Offshore wind turbines prompt additional questions because they sit on towers driven deep into the ocean floor. “Strong currents can produce vortex-induced vibration and motion of risers and platforms. This leads to fatigue damage or sea bed erosion,” says Altair Engineering Energy Industry spokesperson, Shing Pan. “Experience with offshore oil platforms lets software such as AcuSolve provide validated solutions in this area to help predict tower stresses from wave motion and vortex action. The software helps optimize designs by taking into account changes in current speed and direction that often vary with depth.”
Simulation software has been developed to analyze a wide range of effects, such as wave motion, multiple structures, riser shapes, and motions including nonlinear response. What’s more, the software can tell of interactions with sea bottom and other complex problems, and transient-turbulent processes including boundary layer phenomena, separation, and free shear of wakes.
Other areas in which CFD provides insight include the aerodynamics of steady, transient, and moving rotors; siting studies that allow examining macro, micro and wake predictions; and just as important are noise predictions from high resolution transient simulations.
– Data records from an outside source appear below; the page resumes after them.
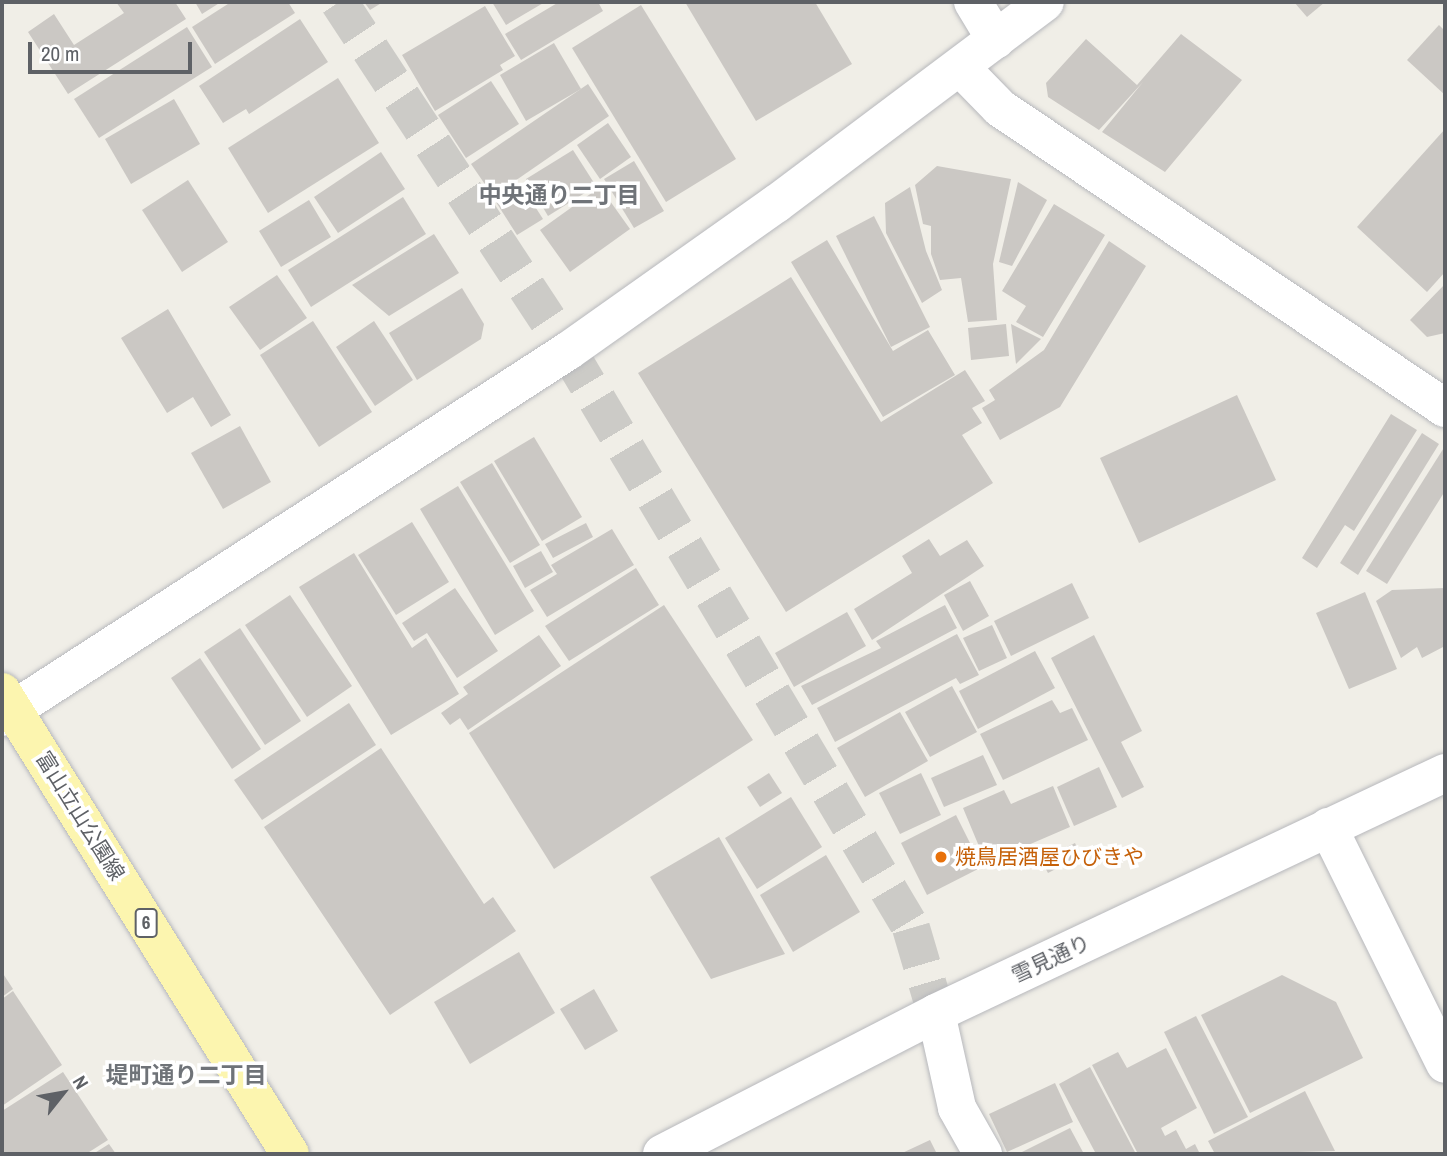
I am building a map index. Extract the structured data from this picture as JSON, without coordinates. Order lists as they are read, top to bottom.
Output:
{
  "streets": {
    "main road": ["富山立山公園線", "6"],
    "street": ["雪見通り"]
  },
  "districts": ["中央通り二丁目", "堤町通り二丁目"],
  "places": ["焼鳥居酒屋ひびきや"],
  "scale_bar": "20 m",
  "north": "top right"
}
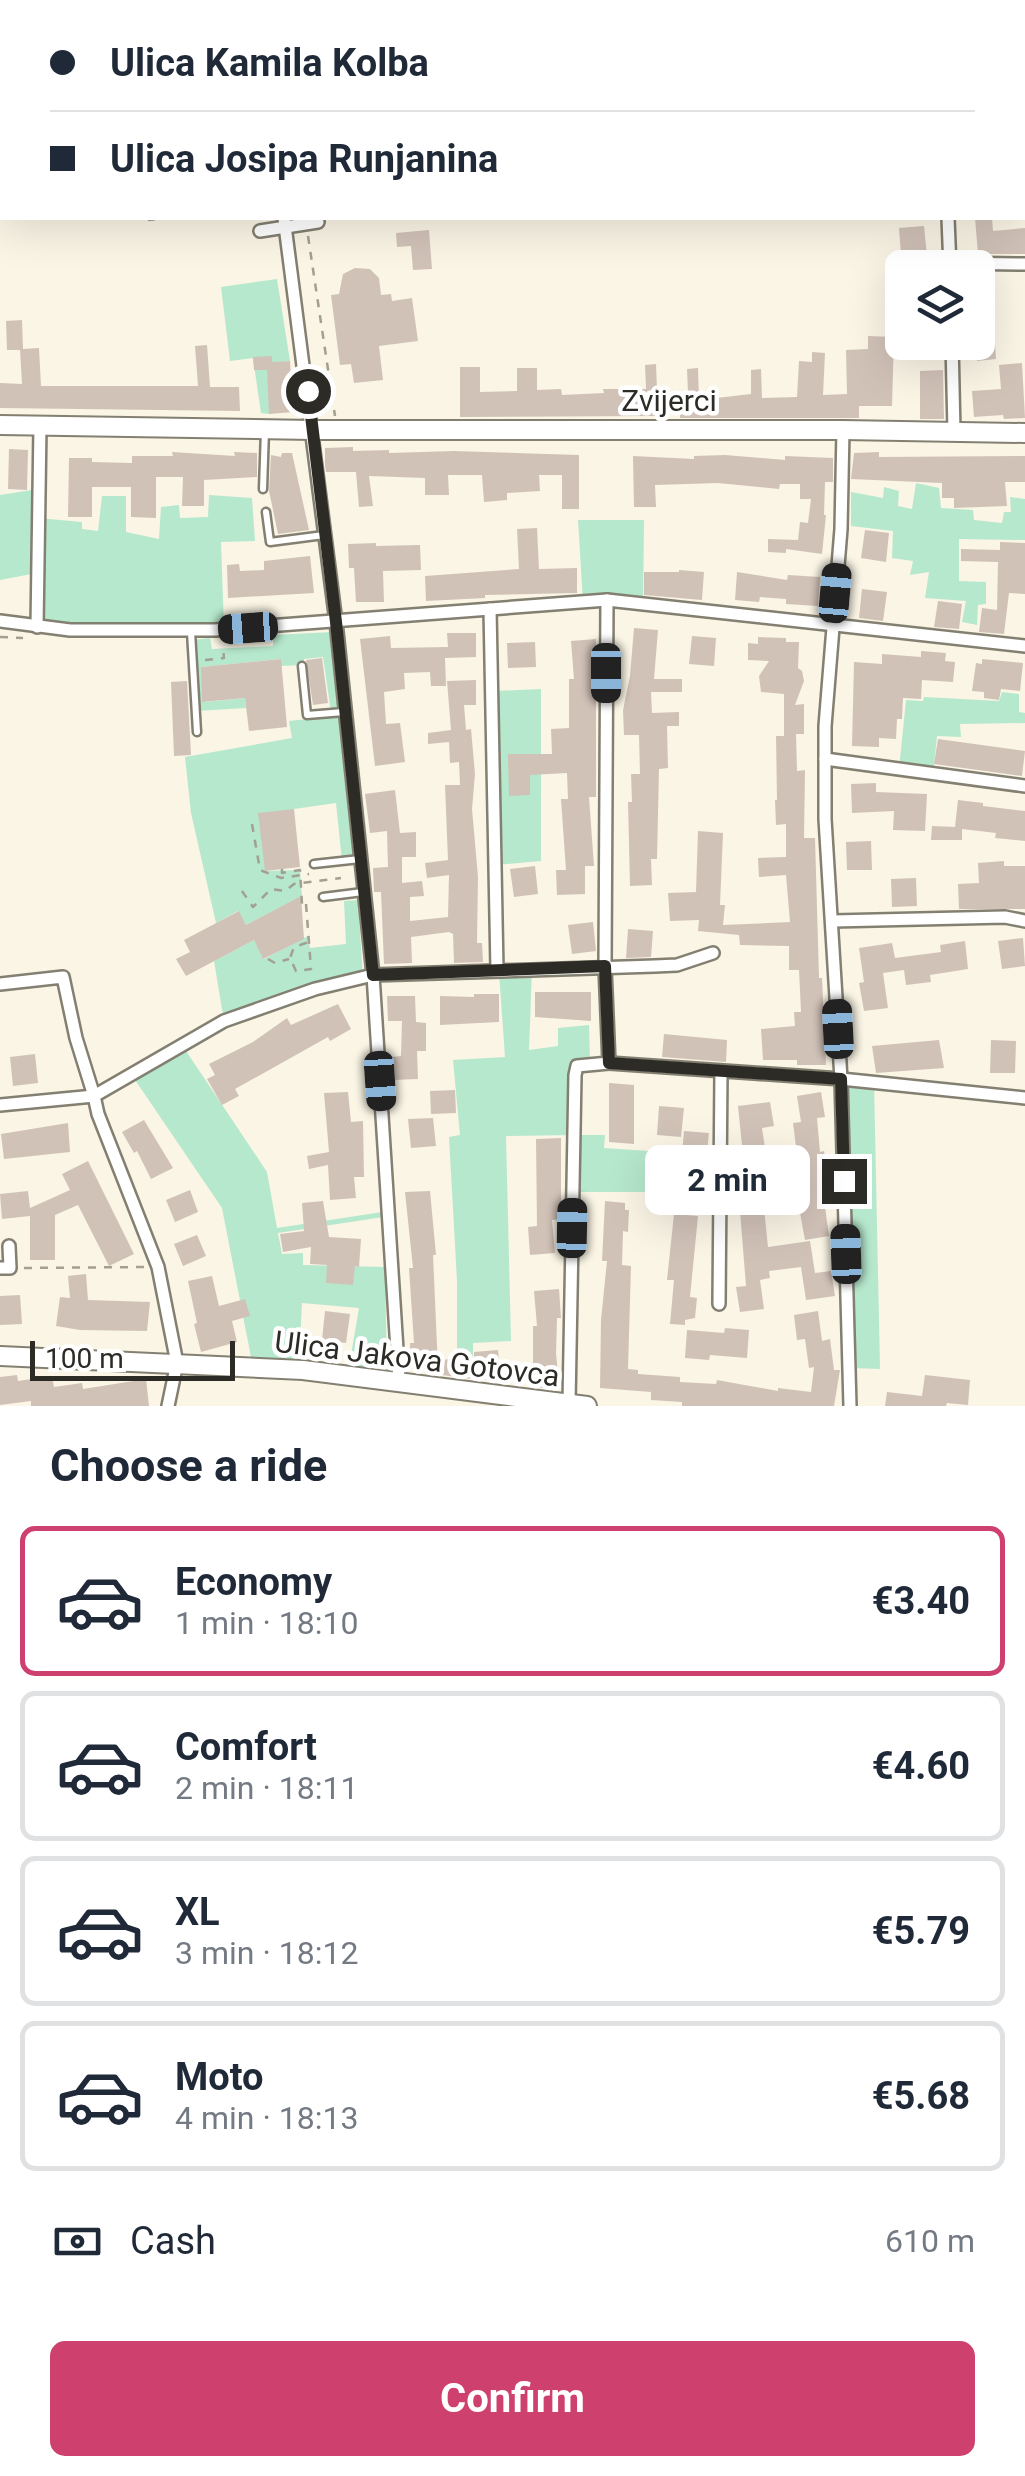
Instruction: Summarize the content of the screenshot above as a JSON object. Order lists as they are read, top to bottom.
{
  "streets": {
    "main road": ["Zvijerci", "Ulica Jakova Gotovca"]
  },
  "scale_bar": "100 m",
  "page": {
    "banner": ["Ulica Kamila Kolba", "Ulica Josipa Runjanina"],
    "bubble": "2 min",
    "scale": "100 m",
    "heading": "Choose a ride",
    "list": [
      {
        "name": "Economy",
        "note": "1 min · 18:10",
        "value": "€3.40"
      },
      {
        "name": "Comfort",
        "note": "2 min · 18:11",
        "value": "€4.60"
      },
      {
        "name": "XL",
        "note": "3 min · 18:12",
        "value": "€5.79"
      },
      {
        "name": "Moto",
        "note": "4 min · 18:13",
        "value": "€5.68"
      }
    ],
    "pay": ["Cash", "610 m"],
    "buttons": "Confirm"
  }
}
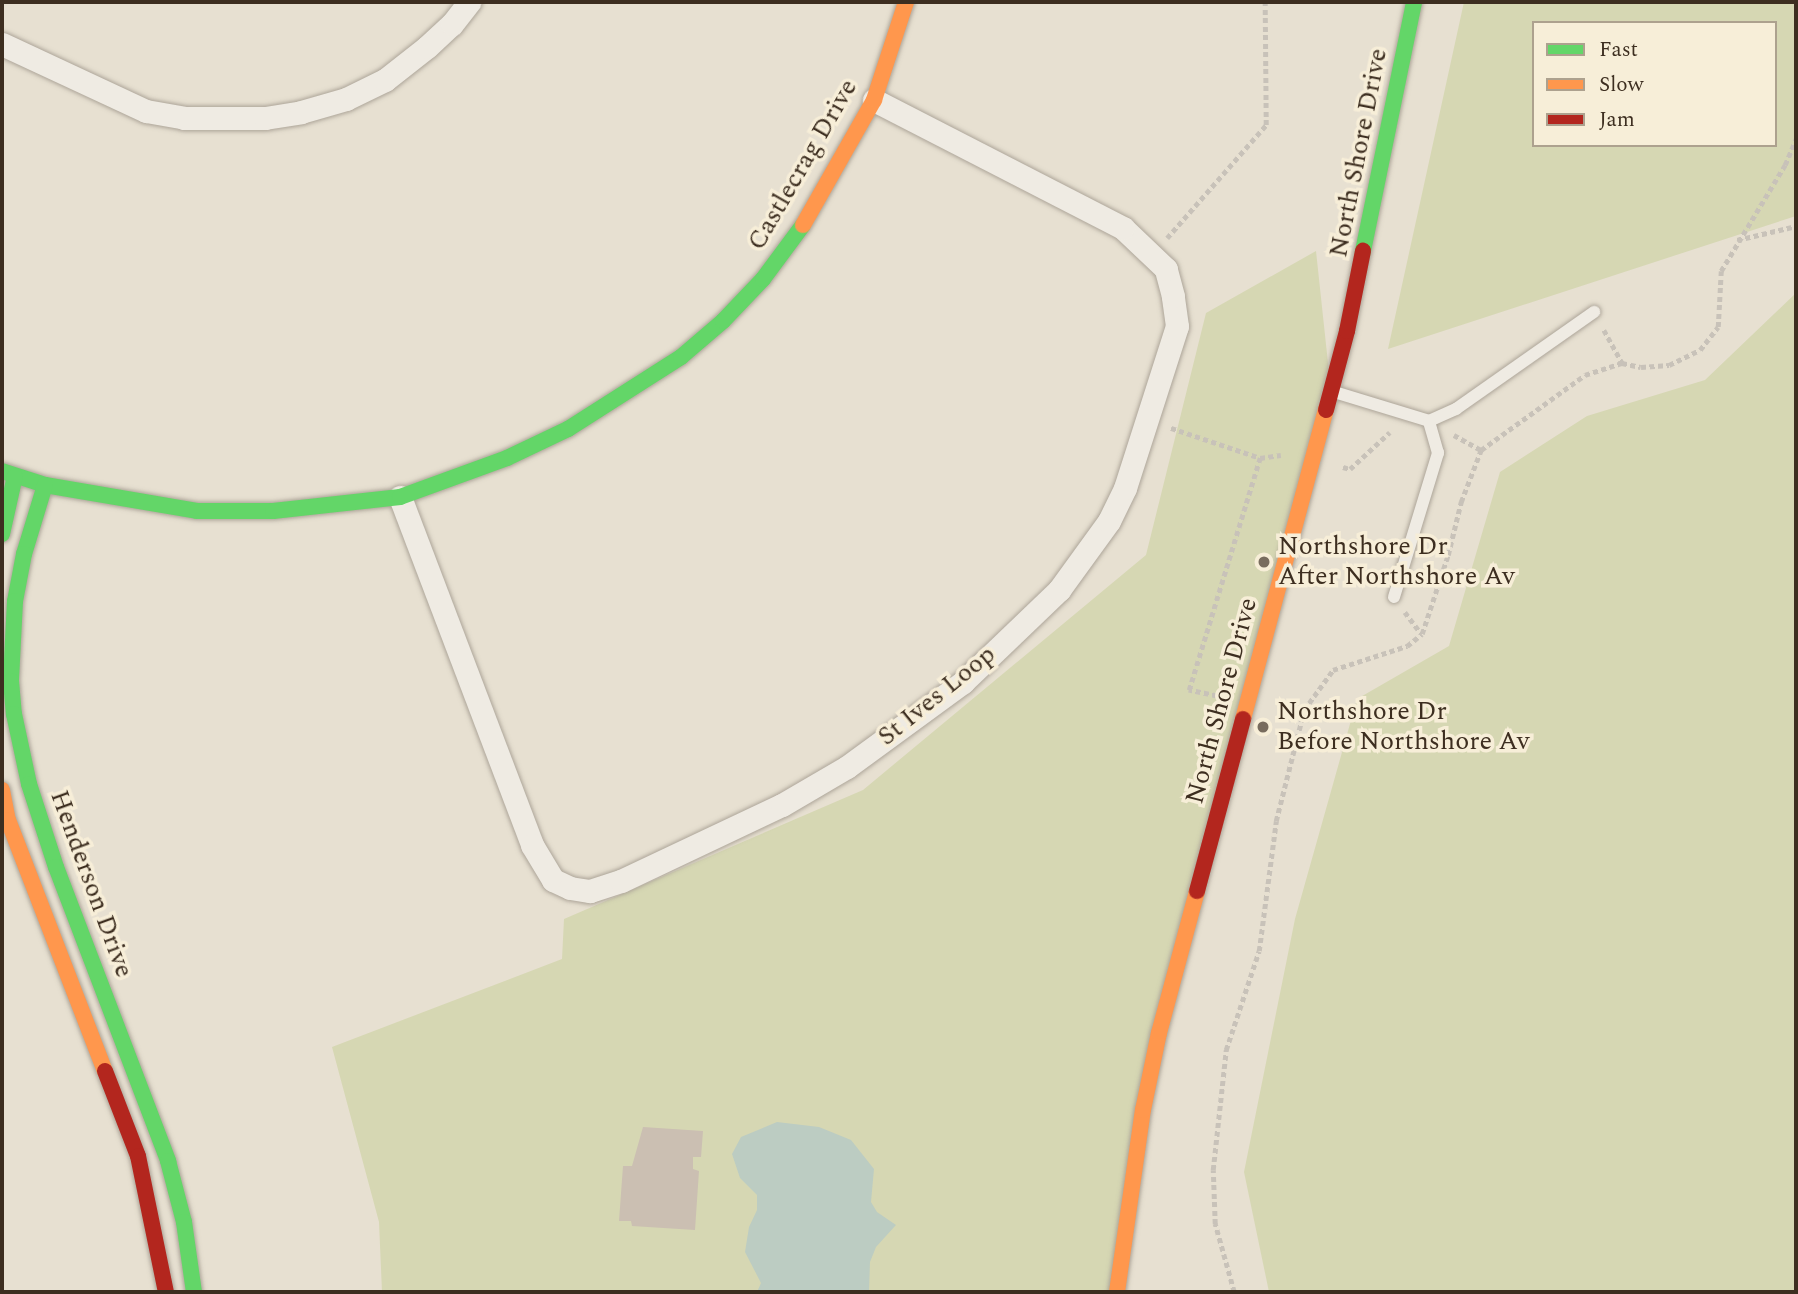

Simulation software can also assist with the best practices and the design of experiments.
Software for designing the layout of wind farms is also going under frequent upgrades. Commercially available programs allow inputting information such as terrain models, historic wind data, performance graphs of selected turbines, and location identifiers. The software then considers wake effects and wind probabilities to calculate annual power outputs from each turbine and the entire farm. Adjusting locations allows finding a layout with the maximum payout.